# Rear speaker/6.1 in my room



## cburbs (Mar 27, 2007)

I have been playing around with my room and thought about going to 6.1. . The question is I have ELT DPAs for sides do I go with a different brand for that 6th channel or sell the Elt DPAs off and find 3 similiar rear speakers?
I made a black rectangle of where the 6th channel would go. I did test it out with a outdoor speaker and thought it filled the room more. 

Ideas - add one Rocket RS300. 
Add a JBL Balcony for cheap.
Sell the Elts off and go with maybe JBL 810s.
Still looking for other ideas.....

Current setup includes
EMO ULs/LPA1
Rocket 750s, 200, ELT DPAs.


----------



## MatrixDweller (Jul 24, 2007)

Aesthetically and sonically matching speakers are best. Also it's normally recommended that the rears be monopole. If you were to put another bi-pole speaker back there you might not get the full effect. 

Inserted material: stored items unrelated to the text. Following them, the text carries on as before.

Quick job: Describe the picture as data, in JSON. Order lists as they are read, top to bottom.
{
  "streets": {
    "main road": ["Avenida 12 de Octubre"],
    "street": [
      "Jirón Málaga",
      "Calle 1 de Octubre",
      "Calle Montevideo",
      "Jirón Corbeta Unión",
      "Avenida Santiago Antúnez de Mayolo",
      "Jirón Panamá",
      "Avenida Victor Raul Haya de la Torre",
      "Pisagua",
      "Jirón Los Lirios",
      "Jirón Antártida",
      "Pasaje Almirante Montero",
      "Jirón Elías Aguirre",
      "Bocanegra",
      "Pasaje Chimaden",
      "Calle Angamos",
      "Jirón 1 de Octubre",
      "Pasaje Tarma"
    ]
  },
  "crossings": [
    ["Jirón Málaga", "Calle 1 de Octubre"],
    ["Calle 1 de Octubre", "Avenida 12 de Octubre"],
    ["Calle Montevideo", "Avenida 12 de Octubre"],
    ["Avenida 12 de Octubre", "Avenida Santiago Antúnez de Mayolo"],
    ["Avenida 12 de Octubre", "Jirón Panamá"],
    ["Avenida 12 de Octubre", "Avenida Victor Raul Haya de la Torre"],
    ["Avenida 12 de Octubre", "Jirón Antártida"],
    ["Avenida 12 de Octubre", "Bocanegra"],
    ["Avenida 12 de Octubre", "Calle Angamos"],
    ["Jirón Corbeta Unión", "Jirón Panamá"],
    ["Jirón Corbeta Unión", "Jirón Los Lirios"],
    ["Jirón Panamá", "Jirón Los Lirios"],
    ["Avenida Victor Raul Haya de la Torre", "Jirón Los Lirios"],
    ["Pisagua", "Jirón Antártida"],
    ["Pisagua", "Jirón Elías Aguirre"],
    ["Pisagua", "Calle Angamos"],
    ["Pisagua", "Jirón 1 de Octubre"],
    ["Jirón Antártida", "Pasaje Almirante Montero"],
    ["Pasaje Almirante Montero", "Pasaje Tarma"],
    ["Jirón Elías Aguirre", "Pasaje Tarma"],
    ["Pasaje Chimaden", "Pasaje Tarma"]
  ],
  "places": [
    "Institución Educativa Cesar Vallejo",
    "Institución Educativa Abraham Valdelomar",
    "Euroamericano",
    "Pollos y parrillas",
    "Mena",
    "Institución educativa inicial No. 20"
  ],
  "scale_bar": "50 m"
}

Another factor against using a bipole is that you've got the white door on the one side so it is going to take some heavy reflections off the one side of the room and not as much on the other side.

I've heard 6.1/7.1 is over rated anyway and only valuable in large (wide) rooms. If you really want the added rears, I'd keep the DPAs where they are and add two monopole Rocket 250s. One where you have the black box and the other in between the black door and the AV rack. 

A Rocket 300 or 250 would be a good match I would think. 

Also I'd be careful of people hitting it when coming through the white door. Recessing a 250 into the wall would not be good since they are rear ported.


----------